In the records below, tally the lines that contain the word "index" and give only that number.

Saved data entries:
BEGIN

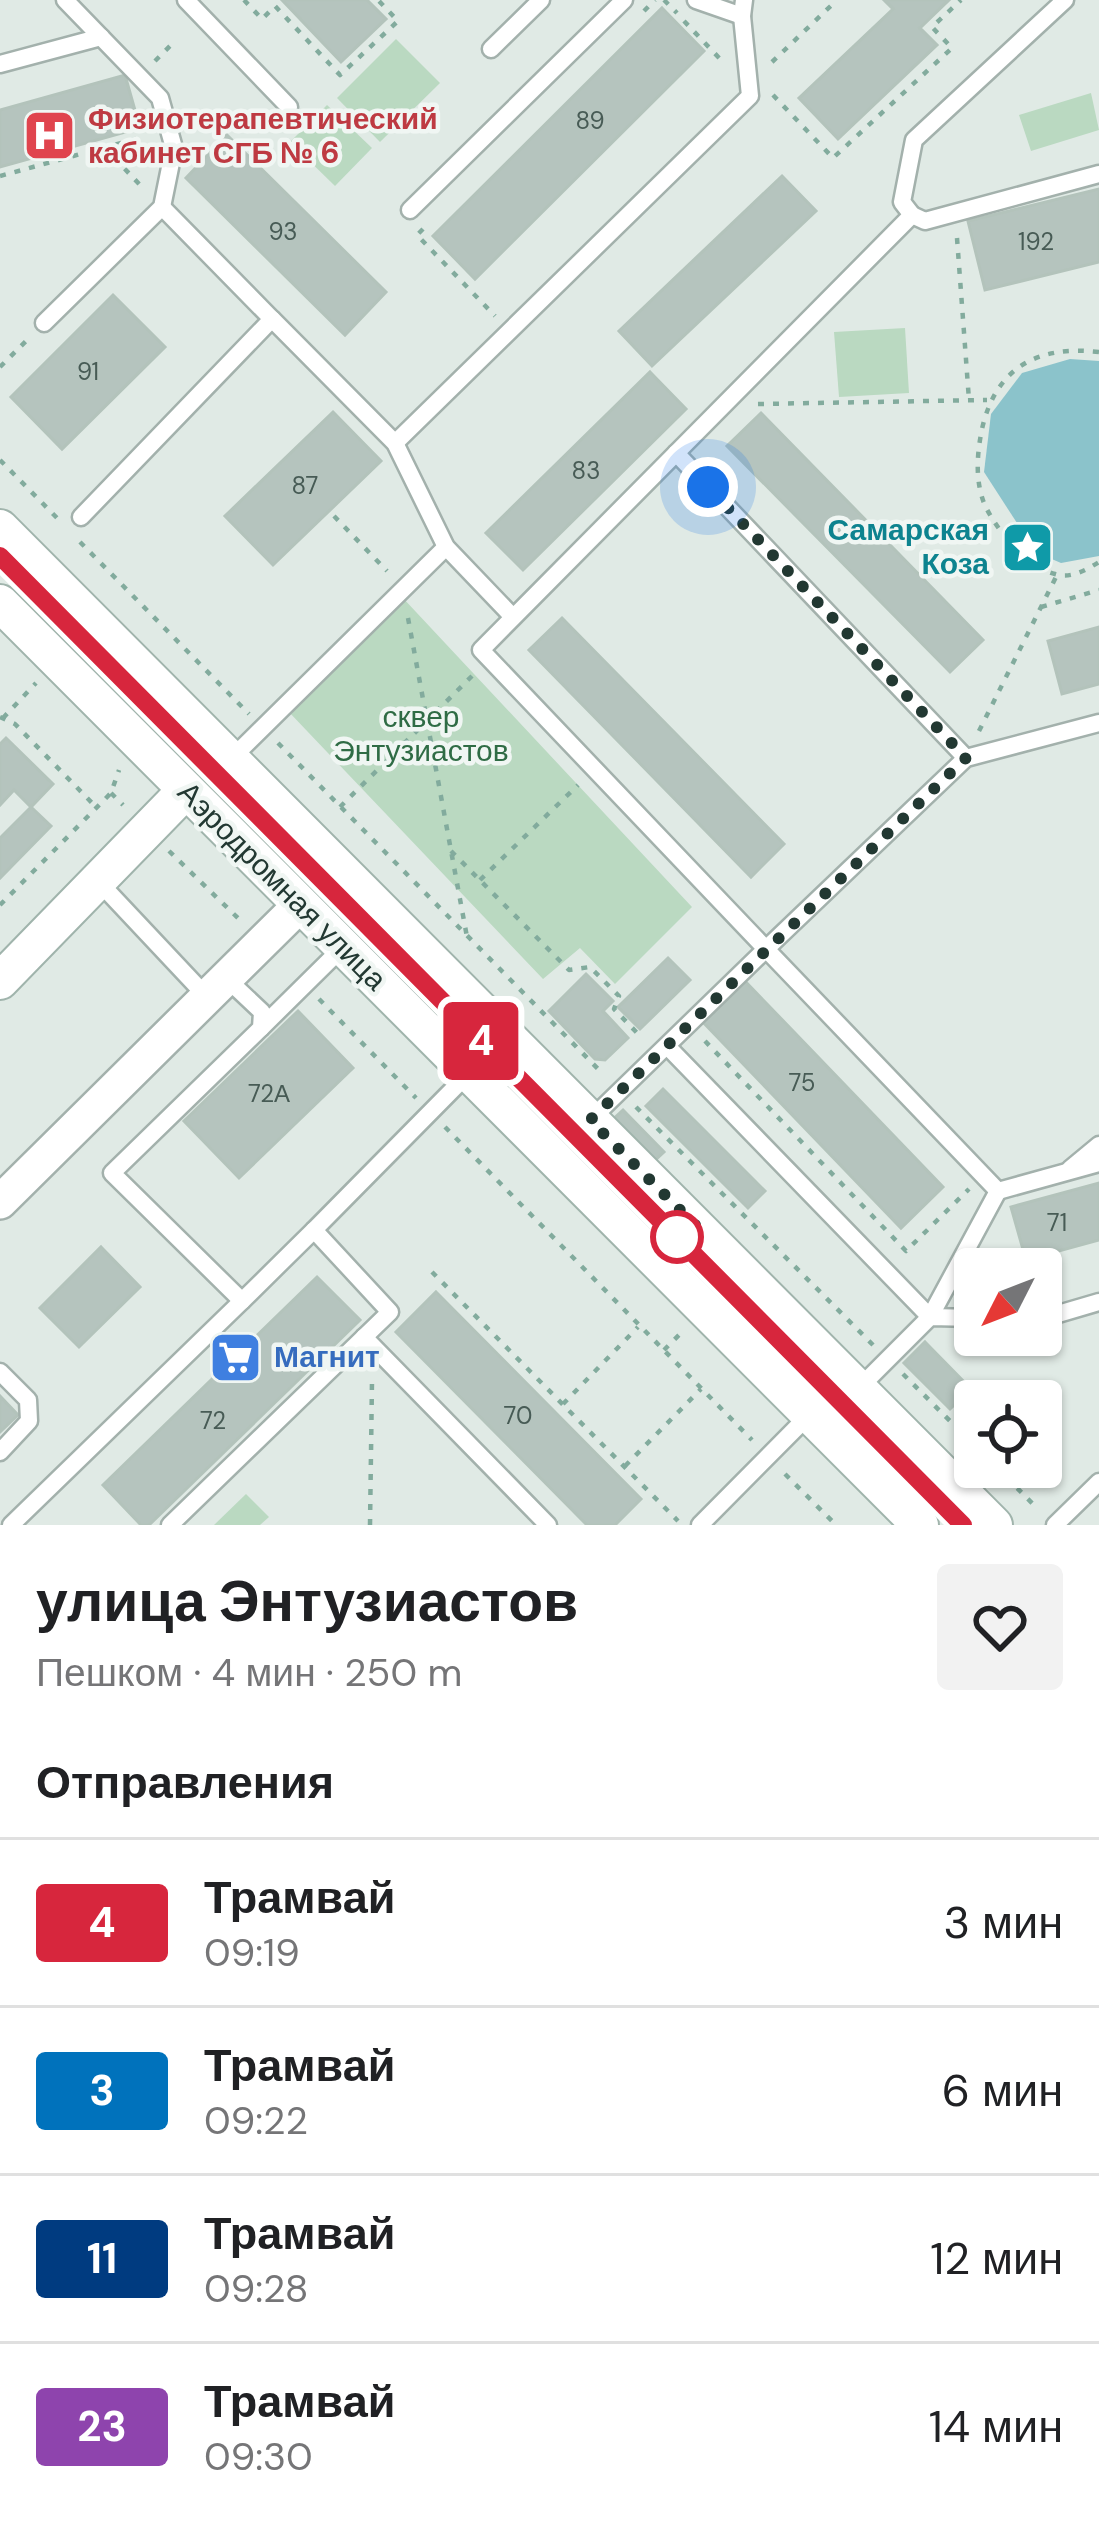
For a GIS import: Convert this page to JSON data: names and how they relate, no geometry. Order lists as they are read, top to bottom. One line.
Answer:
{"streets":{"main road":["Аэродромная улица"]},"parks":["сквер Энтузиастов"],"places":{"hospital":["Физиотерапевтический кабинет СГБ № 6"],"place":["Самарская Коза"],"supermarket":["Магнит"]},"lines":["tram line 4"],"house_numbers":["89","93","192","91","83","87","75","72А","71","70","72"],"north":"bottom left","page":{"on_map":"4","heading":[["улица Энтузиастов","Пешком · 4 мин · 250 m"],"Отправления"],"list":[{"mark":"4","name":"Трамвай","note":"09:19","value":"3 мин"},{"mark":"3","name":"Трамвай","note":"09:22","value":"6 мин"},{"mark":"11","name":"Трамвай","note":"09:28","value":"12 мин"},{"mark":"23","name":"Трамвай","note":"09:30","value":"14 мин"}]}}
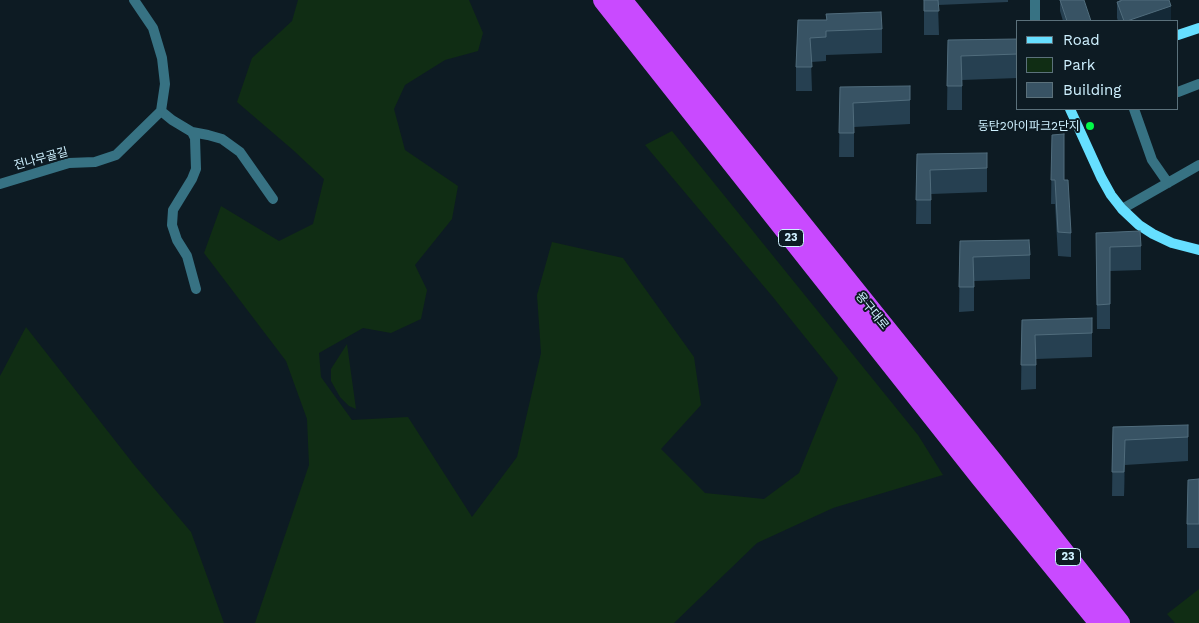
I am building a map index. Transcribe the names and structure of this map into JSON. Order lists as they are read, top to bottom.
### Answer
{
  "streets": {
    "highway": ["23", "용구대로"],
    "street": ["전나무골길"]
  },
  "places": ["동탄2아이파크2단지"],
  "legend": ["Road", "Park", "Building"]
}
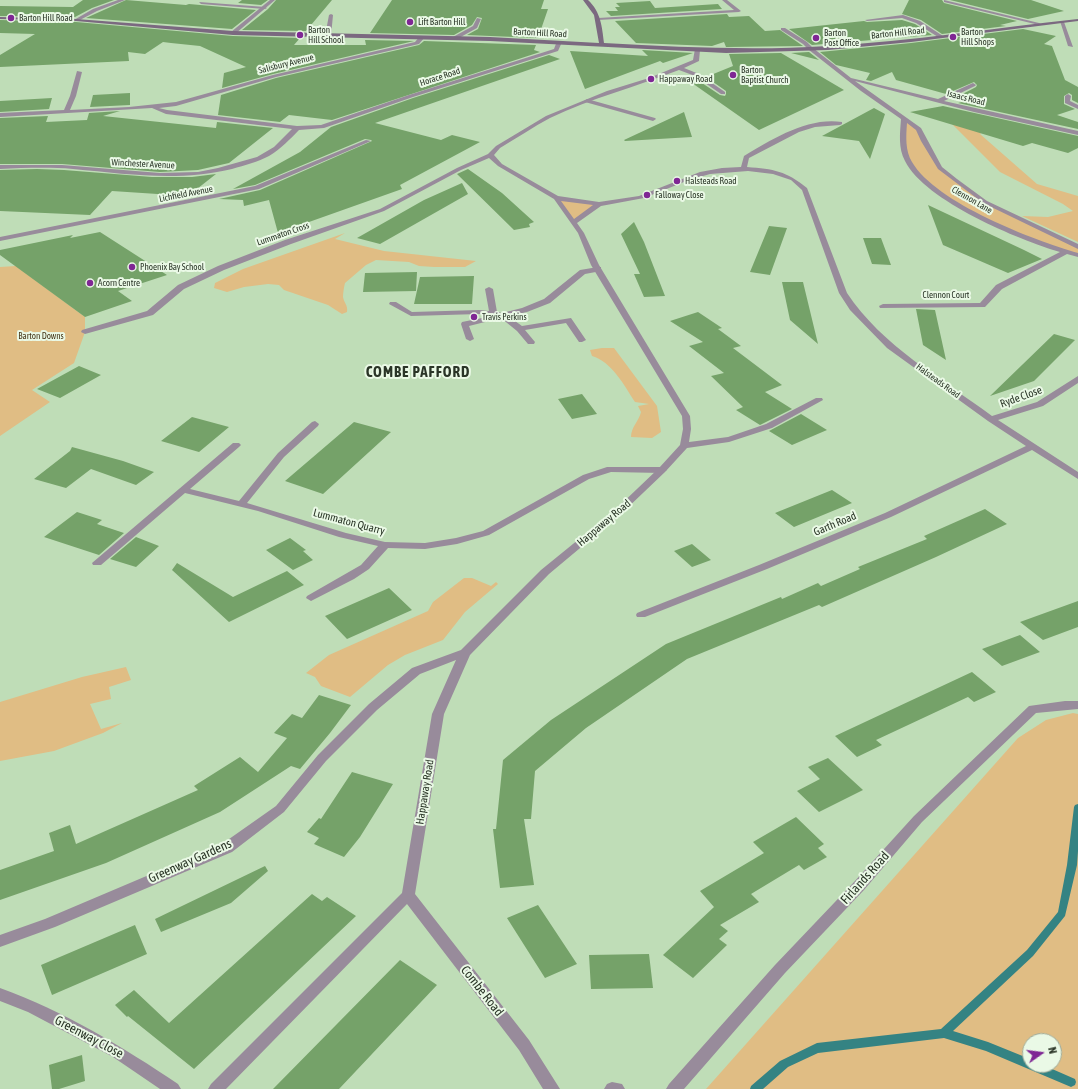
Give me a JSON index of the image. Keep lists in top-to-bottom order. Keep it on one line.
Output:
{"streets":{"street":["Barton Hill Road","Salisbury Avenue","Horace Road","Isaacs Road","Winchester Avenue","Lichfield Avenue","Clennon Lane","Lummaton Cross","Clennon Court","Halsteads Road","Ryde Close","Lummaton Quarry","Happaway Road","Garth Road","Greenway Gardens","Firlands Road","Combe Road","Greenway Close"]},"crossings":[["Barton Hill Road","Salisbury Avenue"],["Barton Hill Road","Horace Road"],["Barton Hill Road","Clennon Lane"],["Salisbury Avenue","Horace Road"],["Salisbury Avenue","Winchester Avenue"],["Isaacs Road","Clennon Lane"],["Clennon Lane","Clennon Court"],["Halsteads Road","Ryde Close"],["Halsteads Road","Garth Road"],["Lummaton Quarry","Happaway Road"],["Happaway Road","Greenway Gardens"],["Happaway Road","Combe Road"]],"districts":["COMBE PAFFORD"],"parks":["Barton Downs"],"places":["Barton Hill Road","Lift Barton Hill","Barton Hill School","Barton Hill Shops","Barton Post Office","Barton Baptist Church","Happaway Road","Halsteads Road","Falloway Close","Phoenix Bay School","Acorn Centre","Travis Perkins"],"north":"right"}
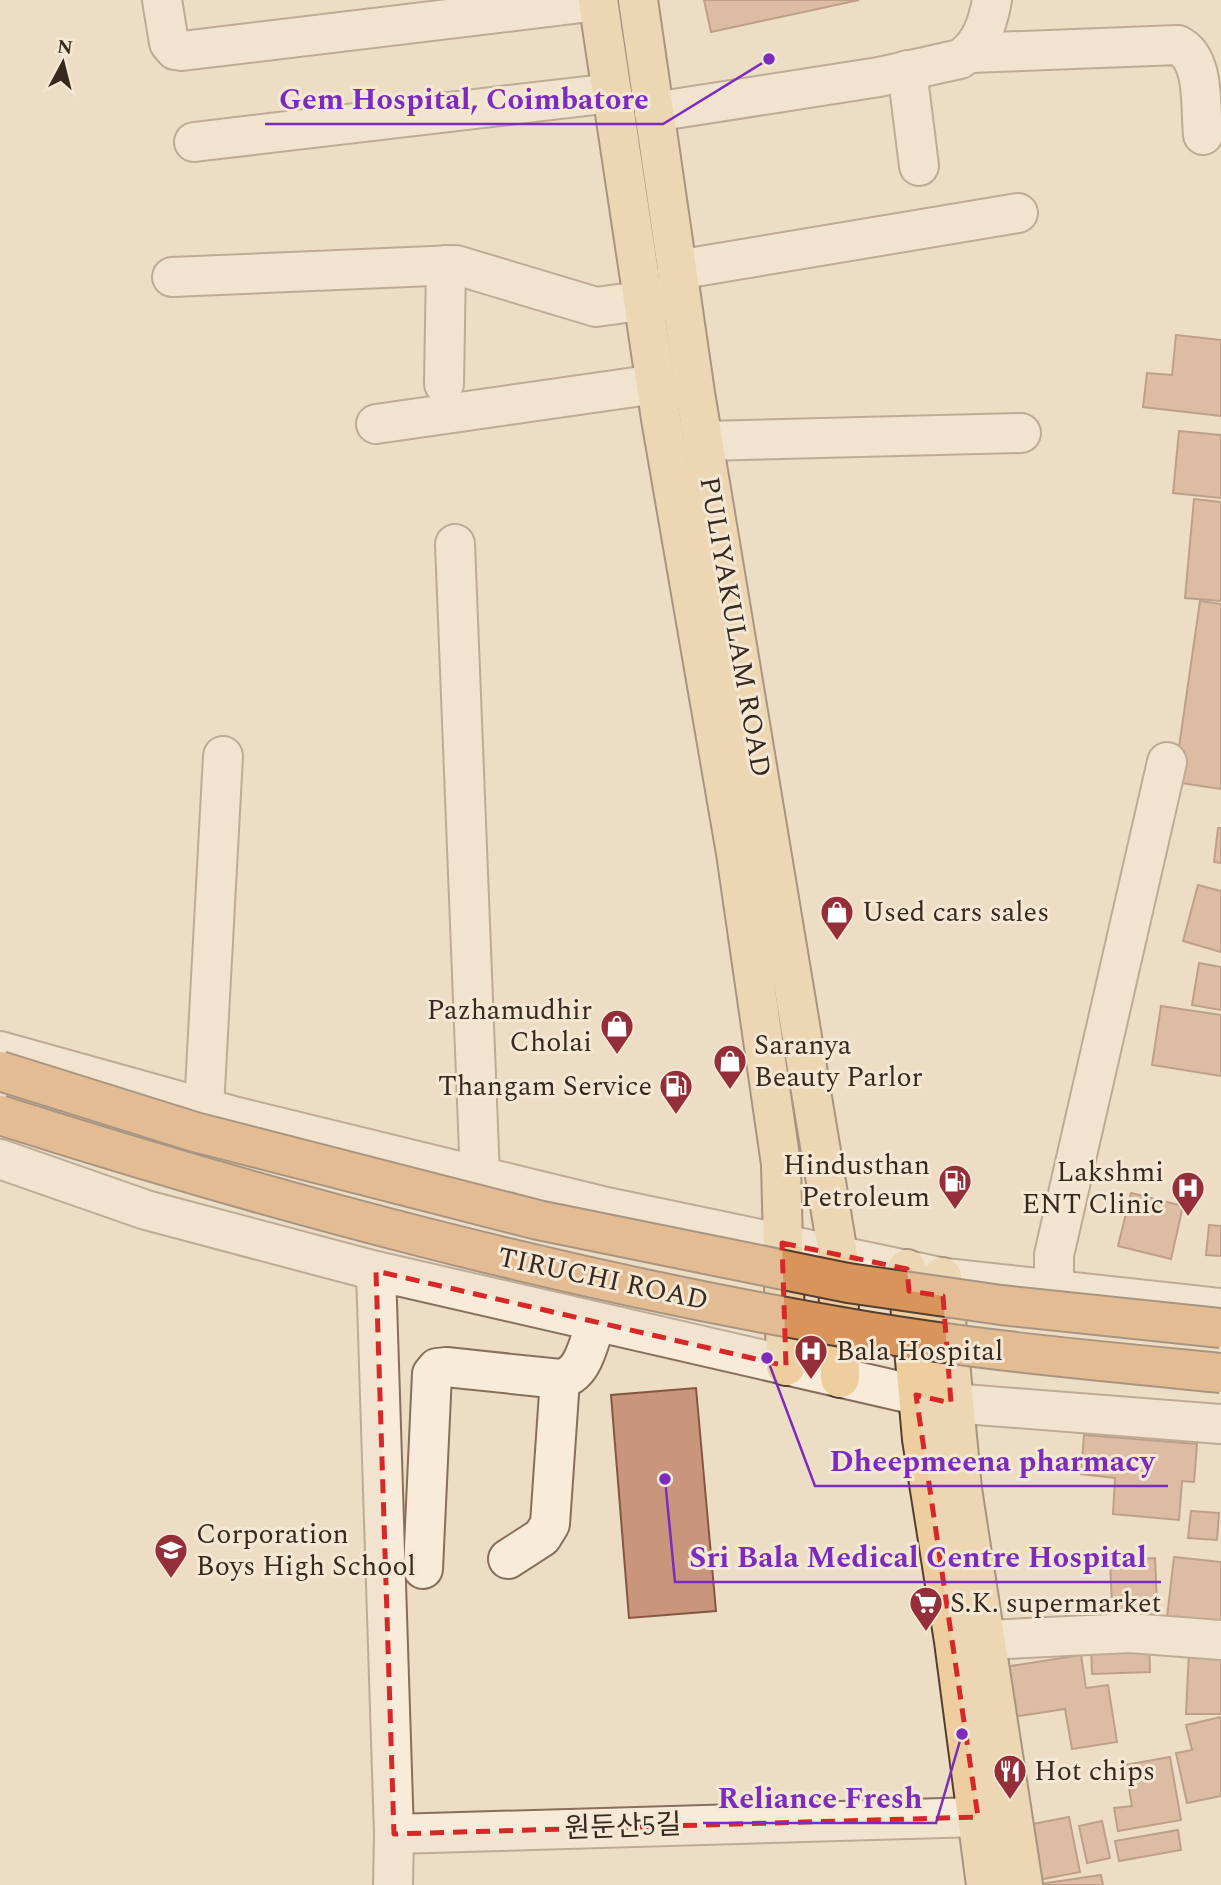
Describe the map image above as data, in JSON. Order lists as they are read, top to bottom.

END

**Solved exercise:**
2